Strong hurricane meanders off Mexico’s south coast
ACAPULCO, Mexico – Hurricane Raymond remained nearly stationary as it spun off Mexico’s southern Pacific coast late Monday, threatening to spread heavy rains onto a sodden region already devastated by last month’s Tropical Storm Manuel.
Guerrero state authorities said it was raining in places but so far no torrential rains had hit the area. Some streets flood in Acapulco, and a few hundred people were evacuated as a precaution from some low-lying coastal areas and isolated mountain towns, authorities said.
The U.S. National Hurricane Center said the Category 3 hurricane had maximum sustained winds of about 120 mph (195 kph) and was edging eastward at 2 mph (4 kph). Raymond was centered about 90 miles (150 kilometers) south-southwest of the beach resort of Zihuatanejo late Monday, and it was expected to follow an erratic path and possibly get closer to the coast over the next day, before veering back out to sea Wednesday.

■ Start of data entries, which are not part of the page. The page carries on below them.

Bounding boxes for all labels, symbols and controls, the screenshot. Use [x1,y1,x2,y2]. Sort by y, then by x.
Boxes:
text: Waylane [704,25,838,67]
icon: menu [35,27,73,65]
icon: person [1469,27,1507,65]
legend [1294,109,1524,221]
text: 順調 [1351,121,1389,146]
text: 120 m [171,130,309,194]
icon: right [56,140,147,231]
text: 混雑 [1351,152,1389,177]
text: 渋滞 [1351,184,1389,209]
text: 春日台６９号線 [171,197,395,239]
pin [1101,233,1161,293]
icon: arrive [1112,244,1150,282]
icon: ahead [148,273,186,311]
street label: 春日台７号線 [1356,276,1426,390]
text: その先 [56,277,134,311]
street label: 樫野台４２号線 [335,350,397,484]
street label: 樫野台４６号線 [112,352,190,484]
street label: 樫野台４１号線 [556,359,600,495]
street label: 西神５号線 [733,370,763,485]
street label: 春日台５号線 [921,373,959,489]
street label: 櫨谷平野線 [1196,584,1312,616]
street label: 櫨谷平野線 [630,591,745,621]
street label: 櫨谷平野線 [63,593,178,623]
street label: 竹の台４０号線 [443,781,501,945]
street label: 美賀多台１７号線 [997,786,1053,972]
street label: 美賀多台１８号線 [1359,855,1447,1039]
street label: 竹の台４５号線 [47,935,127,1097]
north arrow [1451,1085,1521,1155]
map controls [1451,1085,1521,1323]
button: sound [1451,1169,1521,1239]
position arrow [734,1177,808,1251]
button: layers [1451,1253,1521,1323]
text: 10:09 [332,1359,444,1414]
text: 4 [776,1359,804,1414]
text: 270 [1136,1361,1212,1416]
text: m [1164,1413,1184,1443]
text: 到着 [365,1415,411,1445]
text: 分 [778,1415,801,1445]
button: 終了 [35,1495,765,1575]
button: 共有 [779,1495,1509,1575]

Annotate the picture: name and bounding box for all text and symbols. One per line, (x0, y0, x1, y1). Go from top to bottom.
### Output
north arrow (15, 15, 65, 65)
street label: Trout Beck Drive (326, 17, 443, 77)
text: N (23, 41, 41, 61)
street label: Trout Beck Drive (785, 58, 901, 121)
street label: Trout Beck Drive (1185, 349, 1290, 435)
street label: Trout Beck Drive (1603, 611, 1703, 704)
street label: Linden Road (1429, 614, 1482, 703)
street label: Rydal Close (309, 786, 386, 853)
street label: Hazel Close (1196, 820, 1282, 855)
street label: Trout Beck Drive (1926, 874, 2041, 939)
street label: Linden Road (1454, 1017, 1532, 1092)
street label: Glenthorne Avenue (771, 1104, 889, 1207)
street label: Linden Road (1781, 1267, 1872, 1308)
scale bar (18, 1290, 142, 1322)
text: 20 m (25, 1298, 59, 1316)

In the beach resort of Zihuatanejo, officials went door-to-door in hillside communities warning residents about the risk of flash floods and mudslides, but nobody had voluntarily evacuated to the three shelters set up in schools and athletic facilities, municipal firefighter Jesus Guatemala said.
Amid light, intermittent rains, tourists continued to stroll through town.
Mexican authorities rushed to deploy emergency crews and said they were considering evacuations of low-lying areas. About 10,000 people already are living away from their homes a month after Manuel inundated whole neighborhoods and caused landslides that buried much of one village. It left behind drenched hillsides that pose serious landslide risks.
David Korenfeld, head of Mexico’s National Water Commission, said Sunday that officials were pinning their hopes on a cold front moving from the north that could help steer Raymond away from the coast.
“The cold front coming down is what makes it (Raymond) turn to the left, but that is a model,” Korenfeld said. “If that cold front comes down more slowly, this tropical storm … can get closer to the coast.”
Forecasters said that even if Raymond stayed offshore, the storm could dump heavy rain and cause life-threatening flash floods and mudslides along the south-central Mexican coast.
“There will be rain for the next 72 hours along the Pacific coast – very heavy rain, torrential rain,” Korenfeld said.
A hurricane warning was in effect from Tecpan de Galeana, up the coast from Acapulco, north to the port of Lazaro Cardenas. A tropical storm warning was posted from Acapulco to Tecpan.
Authorities in Guerrero, where Manuel caused about 120 deaths from flooding and landslides in September, closed seaports, set up 700 emergency shelters and urged residents in risk areas to take precautions.
The state cancelled classes in most coastal communities west of Acapulco, including Zihuatanejo. Schools are often used as emergency shelters in Mexico.
The potential for damage from such rains was high. About 50 dams in the area were over capacity, and officials were releasing water to make room for expected rainfall.
Some villages high in the mountains of Guerrero were still without electricity and phone service following Manuel.